---------- Data for processing

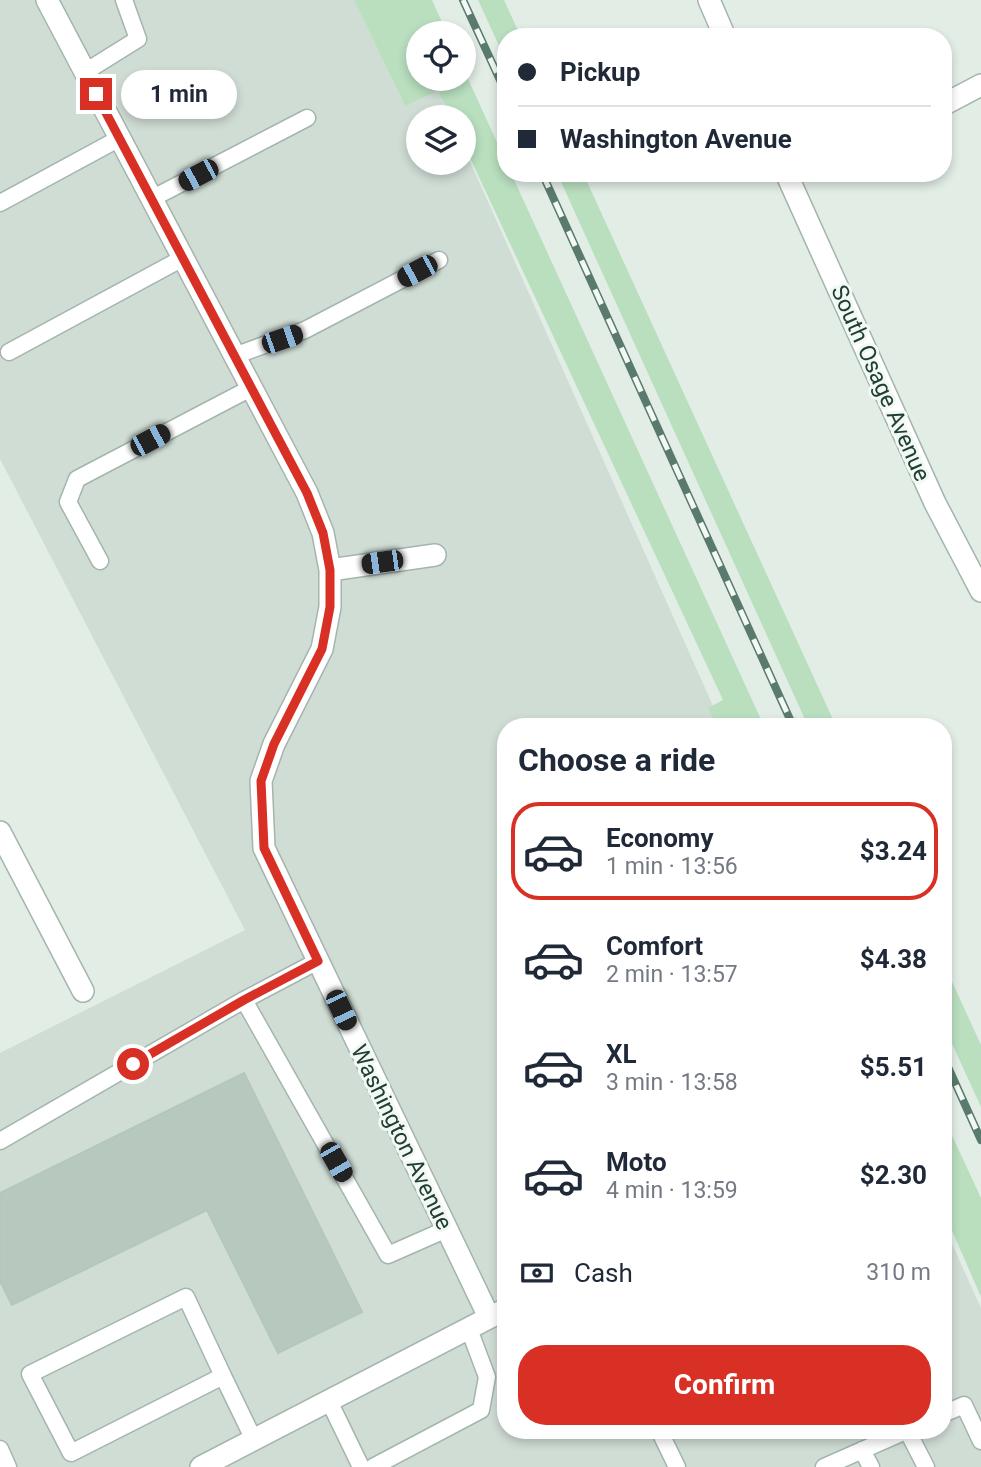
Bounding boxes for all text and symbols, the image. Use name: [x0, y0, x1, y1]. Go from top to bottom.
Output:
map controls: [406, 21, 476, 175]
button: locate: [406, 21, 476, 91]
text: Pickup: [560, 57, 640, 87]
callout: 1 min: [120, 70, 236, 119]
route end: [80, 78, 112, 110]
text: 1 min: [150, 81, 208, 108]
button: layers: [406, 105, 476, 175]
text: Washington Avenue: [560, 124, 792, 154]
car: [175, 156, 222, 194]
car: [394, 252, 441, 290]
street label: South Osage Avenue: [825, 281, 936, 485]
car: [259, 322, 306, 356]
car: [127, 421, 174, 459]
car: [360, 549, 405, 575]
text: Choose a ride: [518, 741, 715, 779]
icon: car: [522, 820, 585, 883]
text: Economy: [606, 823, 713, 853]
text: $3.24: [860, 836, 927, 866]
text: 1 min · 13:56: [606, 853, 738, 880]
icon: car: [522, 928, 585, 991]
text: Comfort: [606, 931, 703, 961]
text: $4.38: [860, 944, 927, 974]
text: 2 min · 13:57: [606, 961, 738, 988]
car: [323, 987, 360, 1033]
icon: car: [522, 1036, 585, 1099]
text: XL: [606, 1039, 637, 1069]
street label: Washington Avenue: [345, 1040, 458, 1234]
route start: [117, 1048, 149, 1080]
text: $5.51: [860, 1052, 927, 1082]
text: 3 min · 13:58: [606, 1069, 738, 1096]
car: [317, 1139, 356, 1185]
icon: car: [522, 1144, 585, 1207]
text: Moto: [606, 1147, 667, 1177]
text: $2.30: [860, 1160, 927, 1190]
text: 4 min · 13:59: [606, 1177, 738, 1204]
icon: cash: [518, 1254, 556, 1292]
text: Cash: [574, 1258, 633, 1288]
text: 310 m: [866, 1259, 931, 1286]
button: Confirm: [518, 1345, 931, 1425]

--------------------

→ **Task details**
Everything in the material above should be reproduced exactly, except the pictures.

→ **Response area**
Bounding boxes for all text and symbols, the image. Use name: [x0, y0, x1, y1]. Go from top to bottom.
Output:
map controls: [406, 21, 476, 175]
button: locate: [406, 21, 476, 91]
text: Pickup: [560, 57, 640, 87]
callout: 1 min: [120, 70, 236, 119]
route end: [80, 78, 112, 110]
text: 1 min: [150, 81, 208, 108]
button: layers: [406, 105, 476, 175]
text: Washington Avenue: [560, 124, 792, 154]
car: [175, 156, 222, 194]
car: [394, 252, 441, 290]
street label: South Osage Avenue: [825, 281, 936, 485]
car: [259, 322, 306, 356]
car: [127, 421, 174, 459]
car: [360, 549, 405, 575]
text: Choose a ride: [518, 741, 715, 779]
icon: car: [522, 820, 585, 883]
text: Economy: [606, 823, 713, 853]
text: $3.24: [860, 836, 927, 866]
text: 1 min · 13:56: [606, 853, 738, 880]
icon: car: [522, 928, 585, 991]
text: Comfort: [606, 931, 703, 961]
text: $4.38: [860, 944, 927, 974]
text: 2 min · 13:57: [606, 961, 738, 988]
car: [323, 987, 360, 1033]
icon: car: [522, 1036, 585, 1099]
text: XL: [606, 1039, 637, 1069]
street label: Washington Avenue: [345, 1040, 458, 1234]
route start: [117, 1048, 149, 1080]
text: $5.51: [860, 1052, 927, 1082]
text: 3 min · 13:58: [606, 1069, 738, 1096]
car: [317, 1139, 356, 1185]
icon: car: [522, 1144, 585, 1207]
text: Moto: [606, 1147, 667, 1177]
text: $2.30: [860, 1160, 927, 1190]
text: 4 min · 13:59: [606, 1177, 738, 1204]
icon: cash: [518, 1254, 556, 1292]
text: Cash: [574, 1258, 633, 1288]
text: 310 m: [866, 1259, 931, 1286]
button: Confirm: [518, 1345, 931, 1425]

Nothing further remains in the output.